Step 7: Securing & Finishing

Secure the Perimeter.

  • Nail down the edges of the turf using 6-inch non-galvanized nails, spaced 6 inches apart along the entire perimeter.

Step 8: Final Brush

Brush.

  • Use a stiff-bristled broom or power brush to brush the entire surface of the lawn. This helps to stand the grass fibers upright and gives it a fuller, more natural look.

COMMON MISTAKES TO AVOID

Refine Your Process. Elevate Your Finish.

Use this quick checklist to prevent common issues during application and installation.

The "Visible Seams" Problem

Consequence:

You can see a clear line where two pieces of turf meet.

  • Prevention: Always check that the grass "grain" is facing the same way before gluing.
  • The Fix: Use a "carpet kicker" or your hands to pull the pieces into a perfect 1/8" gap (matching the internal stitch spacing of the turf) before the glue dries.

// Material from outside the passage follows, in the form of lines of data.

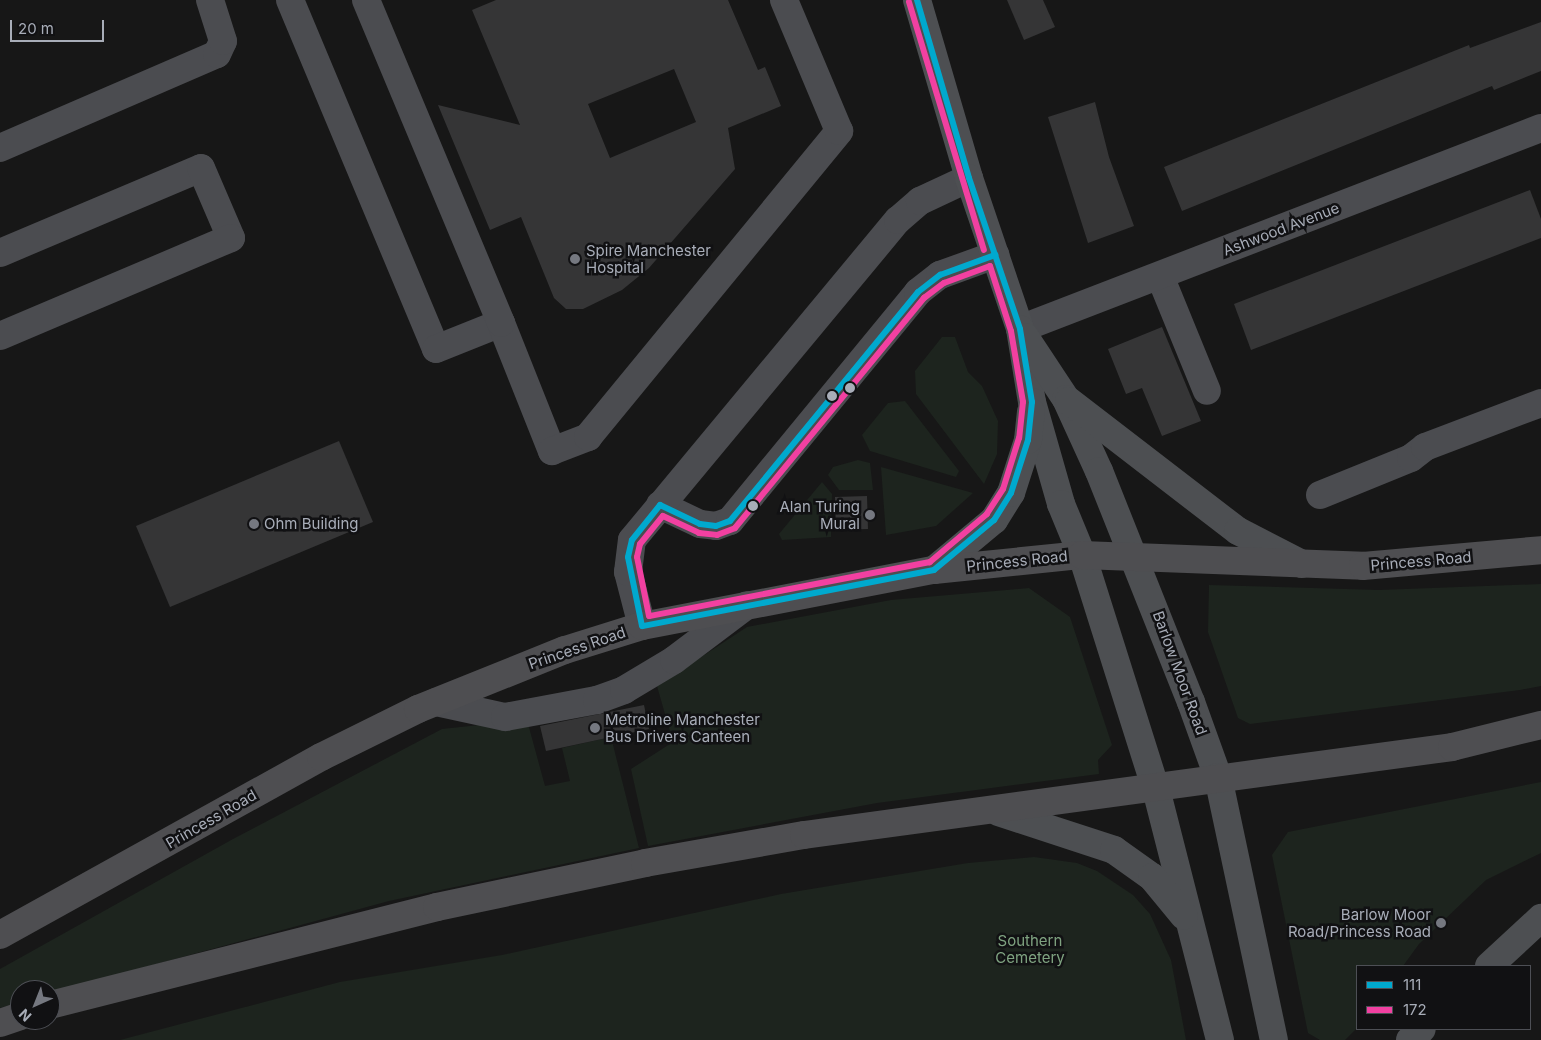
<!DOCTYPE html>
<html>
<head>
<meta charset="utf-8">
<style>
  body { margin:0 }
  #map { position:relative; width:1541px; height:1040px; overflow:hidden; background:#171717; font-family:Inter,sans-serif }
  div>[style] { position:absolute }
  .green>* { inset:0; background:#1d241e }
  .building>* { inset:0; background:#353536 }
  .minor>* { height:28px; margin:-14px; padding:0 14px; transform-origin:14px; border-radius:14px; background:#4b4c50 }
  .major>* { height:28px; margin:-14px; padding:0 14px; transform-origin:14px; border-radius:14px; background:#4d4f52 }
  .highway>* { height:28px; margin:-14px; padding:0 14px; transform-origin:14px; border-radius:14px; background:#4e4e51 }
  .bus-1>* { height:6px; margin:-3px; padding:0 3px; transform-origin:3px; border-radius:3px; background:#00a9ce }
  .bus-2>* { height:6px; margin:-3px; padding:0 3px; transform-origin:3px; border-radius:3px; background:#f240a1 }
  .dots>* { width:14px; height:14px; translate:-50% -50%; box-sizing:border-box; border:2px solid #111113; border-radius:50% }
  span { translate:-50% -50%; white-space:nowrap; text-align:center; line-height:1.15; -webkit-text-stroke:5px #111113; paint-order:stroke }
  .street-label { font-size:15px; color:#a8adb8 }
  .poi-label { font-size:15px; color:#a8adb8 }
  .left { translate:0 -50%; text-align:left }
  .right { translate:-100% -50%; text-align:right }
  .park-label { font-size:15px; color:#7fa381 }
  .legend { position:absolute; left:1356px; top:965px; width:175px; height:65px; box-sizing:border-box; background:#111113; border:1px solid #4d4f55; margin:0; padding:6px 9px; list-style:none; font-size:15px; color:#a8adb8 }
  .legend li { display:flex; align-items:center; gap:10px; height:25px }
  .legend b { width:25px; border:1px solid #4d4f55 }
  .north { position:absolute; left:10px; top:980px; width:50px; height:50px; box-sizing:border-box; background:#111113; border:1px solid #4d4f55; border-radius:50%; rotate:224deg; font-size:14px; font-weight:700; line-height:20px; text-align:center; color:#a8adb8 }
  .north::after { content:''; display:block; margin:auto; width:18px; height:22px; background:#757880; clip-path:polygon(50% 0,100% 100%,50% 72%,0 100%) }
  .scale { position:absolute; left:10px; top:20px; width:94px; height:22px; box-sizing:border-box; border:2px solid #a8adb8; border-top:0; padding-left:6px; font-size:15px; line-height:18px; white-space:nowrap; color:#a8adb8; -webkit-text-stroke:4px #111113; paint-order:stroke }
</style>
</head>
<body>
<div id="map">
  <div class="green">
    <div style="clip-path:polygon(942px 337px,955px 337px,968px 372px,982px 386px,998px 421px,997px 454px,984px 484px,916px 394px,915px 371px)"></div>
    <div style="clip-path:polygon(905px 401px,959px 471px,956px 477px,870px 451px,862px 435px,888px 403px)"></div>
    <div style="clip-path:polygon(858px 460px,870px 463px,873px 490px,839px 490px,828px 475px,833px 467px)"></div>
    <div style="clip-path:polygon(881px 467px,973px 493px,936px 526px,886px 535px)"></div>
    <div style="clip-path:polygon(822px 482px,832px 494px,831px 537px,782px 540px,779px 534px)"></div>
    <div style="clip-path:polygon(1541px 584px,1541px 686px,1520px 690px,1250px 724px,1238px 718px,1208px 632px,1209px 585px,1379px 590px)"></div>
    <div style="clip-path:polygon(1029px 588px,1070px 617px,1112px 745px,1098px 760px,1099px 774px,877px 803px,648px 846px,631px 769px,673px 742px,657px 686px,747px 627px,891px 600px)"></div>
    <div style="clip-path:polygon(527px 720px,545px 786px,570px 781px,562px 748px,611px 737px,639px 848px,389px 901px,50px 993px,20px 990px,20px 1002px,0 1008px,0 969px,233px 839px,442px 729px)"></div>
    <div style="clip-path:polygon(1541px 782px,1541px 853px,1486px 880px,1419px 944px,1403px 966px,1357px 966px,1357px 1028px,1345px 1040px,1320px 1040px,1308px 1033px,1272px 855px,1288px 832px)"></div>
    <div style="clip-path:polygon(1034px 857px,1077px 863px,1097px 871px,1133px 895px,1150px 914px,1171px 960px,1186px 1040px,120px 1040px,340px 982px,502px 955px,781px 894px,968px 863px)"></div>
  </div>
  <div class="building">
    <div style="clip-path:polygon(evenodd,496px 0,728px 0,758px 70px,765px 67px,781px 106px,728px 128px,735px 169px,649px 268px,622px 290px,583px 309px,566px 309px,554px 298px,521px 217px,490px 230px,438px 105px,520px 125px,472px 10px,496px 0,674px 69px,696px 122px,610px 158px,588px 104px,674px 69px)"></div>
    <div style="clip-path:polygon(1007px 0,1043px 0,1055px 27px,1024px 40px)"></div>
    <div style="clip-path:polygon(1541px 22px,1541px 71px,1494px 90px,1492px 86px,1182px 211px,1164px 167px,1469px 45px,1470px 48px)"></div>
    <div style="clip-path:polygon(1095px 102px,1109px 157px,1134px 226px,1088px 243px,1048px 117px)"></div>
    <div style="clip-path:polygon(1530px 190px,1541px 219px,1541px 238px,1251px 350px,1234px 304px)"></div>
    <div style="clip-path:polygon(1162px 327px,1201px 421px,1162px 436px,1142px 388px,1126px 394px,1108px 349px)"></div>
    <div style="clip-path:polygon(339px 441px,373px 522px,170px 607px,136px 526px)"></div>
    <div style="clip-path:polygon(867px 496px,868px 529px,836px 530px,835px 497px)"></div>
    <div style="clip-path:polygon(644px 705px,649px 729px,546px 751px,540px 726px)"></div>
  </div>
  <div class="minor">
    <div style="left:290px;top:0;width:378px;rotate:67.3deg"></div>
    <div style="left:436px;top:349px;width:70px;rotate:-21.8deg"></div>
    <div style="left:501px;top:323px;width:138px;rotate:68.3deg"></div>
    <div style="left:552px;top:451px;width:39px;rotate:-21deg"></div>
    <div style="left:588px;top:437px;width:396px;rotate:-50.6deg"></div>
    <div style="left:839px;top:131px;width:142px;rotate:-112.8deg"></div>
    <div style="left:366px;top:0;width:350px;rotate:67.3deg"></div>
    <div style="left:0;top:148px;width:236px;rotate:-23.4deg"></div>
    <div style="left:217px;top:54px;width:14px;rotate:-65deg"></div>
    <div style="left:223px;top:41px;width:43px;rotate:-107.6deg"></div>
    <div style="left:0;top:253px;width:218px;rotate:-22.9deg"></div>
    <div style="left:201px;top:168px;width:76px;rotate:66.8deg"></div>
    <div style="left:231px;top:238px;width:251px;rotate:157deg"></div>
    <div style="left:1160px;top:276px;width:124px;rotate:67.8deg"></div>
    <div style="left:1020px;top:329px;width:558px;rotate:-21.1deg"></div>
    <div style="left:1320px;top:495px;width:98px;rotate:-22.1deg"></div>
    <div style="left:1411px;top:458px;width:18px;rotate:-38deg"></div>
    <div style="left:1425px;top:447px;width:124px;rotate:-20.8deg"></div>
    <div style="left:660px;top:505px;width:44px;rotate:25.4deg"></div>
    <div style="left:700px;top:524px;width:16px;rotate:7deg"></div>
    <div style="left:716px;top:526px;width:15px;rotate:-20deg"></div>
    <div style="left:730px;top:521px;width:296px;rotate:-50.6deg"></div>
    <div style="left:918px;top:292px;width:28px;rotate:-38deg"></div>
    <div style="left:940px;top:275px;width:59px;rotate:-20deg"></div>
    <div style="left:642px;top:626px;width:56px;rotate:-104.5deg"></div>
    <div style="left:628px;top:572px;width:32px;rotate:-83deg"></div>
    <div style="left:632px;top:540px;width:416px;rotate:-50.3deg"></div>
    <div style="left:898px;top:220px;width:29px;rotate:-41deg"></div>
    <div style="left:920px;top:201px;width:54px;rotate:-25.1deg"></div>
    <div style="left:436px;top:702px;width:71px;rotate:12.3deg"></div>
    <div style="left:505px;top:717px;width:94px;rotate:-10.5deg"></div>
    <div style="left:597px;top:700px;width:29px;rotate:-20deg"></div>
    <div style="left:624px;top:690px;width:58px;rotate:-31deg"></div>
    <div style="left:674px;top:660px;width:91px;rotate:-37deg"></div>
  </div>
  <div class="major">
    <div style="left:917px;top:0;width:185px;rotate:73.7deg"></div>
    <div style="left:969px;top:178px;width:159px;rotate:71.3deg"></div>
    <div style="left:1020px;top:329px;width:74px;rotate:80.7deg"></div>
    <div style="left:1032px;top:402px;width:106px;rotate:74.1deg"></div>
    <div style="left:1061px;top:504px;width:55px;rotate:67.6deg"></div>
    <div style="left:1082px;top:555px;width:245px;rotate:72.5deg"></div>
    <div style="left:1156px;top:789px;width:259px;rotate:75.7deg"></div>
    <div style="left:1025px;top:337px;width:74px;rotate:56.5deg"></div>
    <div style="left:1066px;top:399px;width:79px;rotate:65.4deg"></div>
    <div style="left:1099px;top:471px;width:249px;rotate:68.3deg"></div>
    <div style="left:1191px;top:702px;width:80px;rotate:70.2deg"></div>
    <div style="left:1218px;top:777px;width:269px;rotate:78deg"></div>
    <div style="left:1069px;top:401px;width:213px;rotate:37.6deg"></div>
    <div style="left:1238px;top:531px;width:72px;rotate:27.3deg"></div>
    <div style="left:934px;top:570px;width:78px;rotate:-39.8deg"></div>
    <div style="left:994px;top:520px;width:32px;rotate:-58deg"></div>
    <div style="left:1011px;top:493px;width:56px;rotate:-72.2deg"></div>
    <div style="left:1028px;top:440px;width:28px;rotate:-84deg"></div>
    <div style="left:998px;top:812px;width:122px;rotate:18.1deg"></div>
    <div style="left:1114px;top:850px;width:47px;rotate:35.4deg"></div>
    <div style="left:1152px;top:877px;width:50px;rotate:50.6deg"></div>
    <div style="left:1489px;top:966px;width:71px;rotate:-42.7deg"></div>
    <div style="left:1410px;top:1040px;width:16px;rotate:-43deg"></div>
  </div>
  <div class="highway">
    <div style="left:0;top:935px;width:367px;rotate:-29deg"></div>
    <div style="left:321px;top:757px;width:108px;rotate:-26.3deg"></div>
    <div style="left:418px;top:709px;width:158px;rotate:-21.9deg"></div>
    <div style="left:565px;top:650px;width:81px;rotate:-17.3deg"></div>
    <div style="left:642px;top:626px;width:297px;rotate:-10.9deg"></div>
    <div style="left:934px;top:570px;width:149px;rotate:-5.8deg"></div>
    <div style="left:1082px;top:555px;width:281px;rotate:2.2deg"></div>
    <div style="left:1363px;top:566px;width:179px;rotate:-5.1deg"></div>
    <div style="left:50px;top:1005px;width:399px;rotate:-14.2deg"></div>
    <div style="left:437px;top:907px;width:213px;rotate:-11.9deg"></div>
    <div style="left:645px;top:863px;width:161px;rotate:-10deg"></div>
    <div style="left:804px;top:835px;width:654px;rotate:-7.73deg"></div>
    <div style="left:1452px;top:747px;width:92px;rotate:-13.9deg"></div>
    <div style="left:0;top:1023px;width:21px;rotate:-19deg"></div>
  </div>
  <div class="bus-1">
    <div style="left:917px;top:0;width:185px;rotate:73.7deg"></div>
    <div style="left:969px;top:178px;width:159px;rotate:71.3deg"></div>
    <div style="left:1020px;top:329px;width:74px;rotate:80.7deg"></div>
    <div style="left:1032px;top:402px;width:38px;rotate:96deg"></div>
    <div style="left:1028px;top:440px;width:56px;rotate:107.8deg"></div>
    <div style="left:1011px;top:493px;width:32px;rotate:122deg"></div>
    <div style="left:994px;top:520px;width:78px;rotate:140.2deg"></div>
    <div style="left:934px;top:570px;width:297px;rotate:169.1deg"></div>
    <div style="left:642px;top:626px;width:70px;rotate:-101.5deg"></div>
    <div style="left:628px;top:557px;width:17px;rotate:-77deg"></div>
    <div style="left:632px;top:540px;width:45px;rotate:-51.3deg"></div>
    <div style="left:660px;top:505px;width:44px;rotate:25.4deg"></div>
    <div style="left:700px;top:524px;width:16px;rotate:7deg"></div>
    <div style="left:716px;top:526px;width:15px;rotate:-20deg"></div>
    <div style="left:730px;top:521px;width:296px;rotate:-50.6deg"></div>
    <div style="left:918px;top:292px;width:28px;rotate:-38deg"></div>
    <div style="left:940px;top:275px;width:59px;rotate:-20deg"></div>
  </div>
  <div class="bus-2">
    <div style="left:909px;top:2px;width:259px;rotate:73.2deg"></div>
    <div style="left:990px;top:266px;width:68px;rotate:72.1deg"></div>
    <div style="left:1011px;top:331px;width:72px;rotate:80.4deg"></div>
    <div style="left:1023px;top:402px;width:36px;rotate:96deg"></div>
    <div style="left:1019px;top:438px;width:53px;rotate:107.4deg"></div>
    <div style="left:1003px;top:489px;width:30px;rotate:123deg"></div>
    <div style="left:987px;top:514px;width:75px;rotate:139.9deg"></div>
    <div style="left:930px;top:562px;width:286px;rotate:169.1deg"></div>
    <div style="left:649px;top:616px;width:60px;rotate:-101.5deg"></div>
    <div style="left:637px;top:557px;width:13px;rotate:-77deg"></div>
    <div style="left:640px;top:544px;width:36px;rotate:-51deg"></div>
    <div style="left:663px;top:516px;width:40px;rotate:25deg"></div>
    <div style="left:699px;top:533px;width:18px;rotate:6deg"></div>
    <div style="left:717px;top:535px;width:19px;rotate:-21deg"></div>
    <div style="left:735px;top:528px;width:298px;rotate:-50.6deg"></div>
    <div style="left:924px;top:298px;width:25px;rotate:-37deg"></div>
    <div style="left:944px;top:283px;width:49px;rotate:-20.3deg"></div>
  </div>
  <div class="dots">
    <div style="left:575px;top:259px;background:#757880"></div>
    <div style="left:850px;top:388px;background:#a8adb8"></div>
    <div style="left:832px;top:396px;background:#a8adb8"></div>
    <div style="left:753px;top:506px;background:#a8adb8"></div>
    <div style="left:870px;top:515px;background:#757880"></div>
    <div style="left:254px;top:524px;background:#757880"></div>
    <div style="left:595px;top:728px;background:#757880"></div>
    <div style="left:1441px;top:923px;background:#757880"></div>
  </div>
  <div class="street-label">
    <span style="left:1281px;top:229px;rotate:-21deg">Ashwood Avenue</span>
    <span style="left:1017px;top:561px;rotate:-6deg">Princess Road</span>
    <span style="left:1421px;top:561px;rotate:-5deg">Princess Road</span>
    <span style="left:577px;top:648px;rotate:-19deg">Princess Road</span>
    <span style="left:1180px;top:673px;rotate:70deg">Barlow Moor Road</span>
    <span style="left:211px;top:819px;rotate:-30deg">Princess Road</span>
  </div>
  <div class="poi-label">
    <span class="left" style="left:586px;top:259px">Spire Manchester<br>Hospital</span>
    <span class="right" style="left:860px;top:515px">Alan Turing<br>Mural</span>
    <span class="left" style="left:264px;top:524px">Ohm Building</span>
    <span class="left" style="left:605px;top:728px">Metroline Manchester<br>Bus Drivers Canteen</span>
    <span class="right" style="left:1431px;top:923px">Barlow Moor<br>Road/Princess Road</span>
  </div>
  <div class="park-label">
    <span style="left:1030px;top:949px">Southern<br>Cemetery</span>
  </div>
  <ul class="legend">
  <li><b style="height:6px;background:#00a9ce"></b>111</li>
  <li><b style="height:6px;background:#f240a1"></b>172</li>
  </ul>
  <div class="north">N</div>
  <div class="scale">20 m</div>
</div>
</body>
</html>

If the glue is already dry, you can try to "tease" the fibers out of the seam with a flathead screwdriver or a stiff brush to hide the line.

Wrinkles or "Bubbling"

Consequence:

The turf looks wavy or has raised bubbles, especially when it gets hot.

• The Fix : Pull up the nails on one side, wait for a warm day, and use a carpet stretcher to pull the turf tight again.

• Re-nail it every 6 inches. (Where the bubble is located to flat it down.)

• The weight of the infill helps "pin" the turf down and prevents it from moving.

Sinking Spots or Divots

Consequence:

The lawn looks beautiful at first but starts to develop "potholes" or uneven areas after a few weeks.

  • The Fix: This is a tough one. You usually have to pull back the turf, add more "rock dirt" (stone dust) to the low spot, compact it firmly, and then relay the turf.

  • Prevention is key: always use a vibrating plate compactor and dampen the stone with water while compacting.

Poor Drainage (Puddles)

Consequence:

Water sits on top of the grass for hours after a rainstorm.

  • The Fix: Check the perimeter to ensure water has a place to run off. If the problem is the base, you can sometimes improve it by using a long "turf spike" to punch deeper holes through the turf and base into the soil below, though a full base replacement is the only permanent fix for severe drainage issues.

Weeds Growing at the Edges

Consequence:

Weeds are popping up around the perimeter or through the seams.

  • The Fix: For surface weeds, simply pull them out or use a standard weed killer (it won't hurt the turf).

  • For edge issues, ensure the turf is tucked tightly against your border or nail it more frequently to "seal" the edge against the ground.